Additionally, you can recruit investors to invest with you on a property. For instance, you can get a loan from the bank for 80% payment of a substantial property while look for other investors to take care of the 20% cash downpayment.

Leverage with Time

Real estate is an ideal source of passive income. You really don’t have to run the day-to-day to start earning a passive income. And that’s because you can actually leverage another person’s time.

While you can decide to actively manage your real estate property yourself, you can also become a passive investor and still earn. If you belong to a group of investors, you can still earn while leveraging OPM and piggy-backing on their investment.
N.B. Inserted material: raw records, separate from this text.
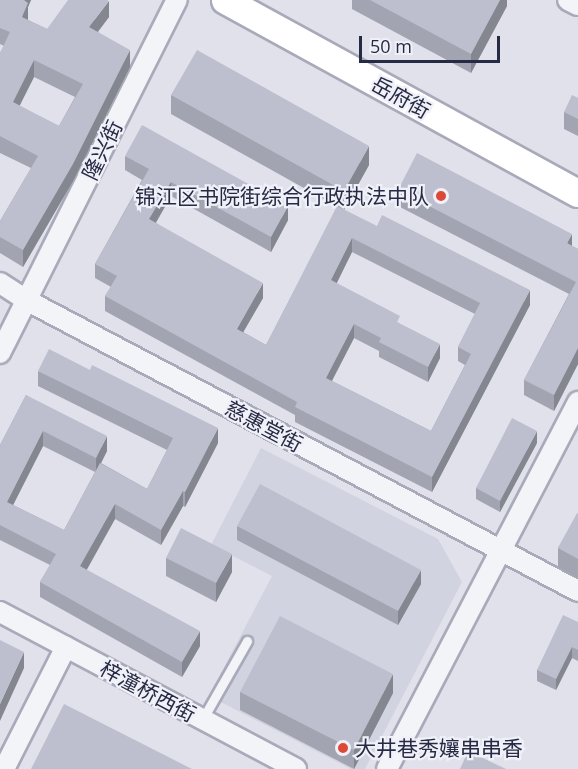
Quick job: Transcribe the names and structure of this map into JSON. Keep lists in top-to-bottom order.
{
  "streets": {
    "street": [
      "岳府街",
      "隆兴街",
      "慈惠堂街",
      "梓潼桥西街"
    ]
  },
  "crossings": [
    ["隆兴街", "慈惠堂街"]
  ],
  "places": ["锦江区书院街综合行政执法中队", "大井巷秀孃串串香"],
  "scale_bar": "50 m"
}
Plus, you can leverage time by hiring property managers. To a large degree, they do the dirty work for you while you collect profits monthly. It’s all about properly planning your business.

Take note that the risks in real estate are minimal. That’s because unlike a car or pieces of jewelry, your property can’t be stolen and taken away. What’s more astounding is you can rely on insurance when natural disasters or unplanned things happen.

A good example here is condominium unit insurance. When a visitor visits your condo unit and accidentally gets injured, the insurance can take care of the medical bills or the threat of being sued.

Leverage Other People’s Experience

You can always learn from a mentor in any business.But the real estate business makes it a lot easier for you to learn on the fly.

That way if you’re just starting out in real estate, you need not fear you’d be committing huge blunders or not attract any market at all. You can piggyback on the expertise of someone ahead of you in the business.

For instance, you can work with a veteran realtor and invest with her on key properties. He can do the underwriting for you while you do a lot of legwork for him. In the meantime, you learn the ropes as you go.

Best of all, you gain greater leverage as the number of your properties grows. And that should be your goal. The more tenants you have, the lesser you’ll be affected if a tenant leaves.

Just take it a step at a time. You should profit handsomely as time goes by, not to mention get closer to your first million.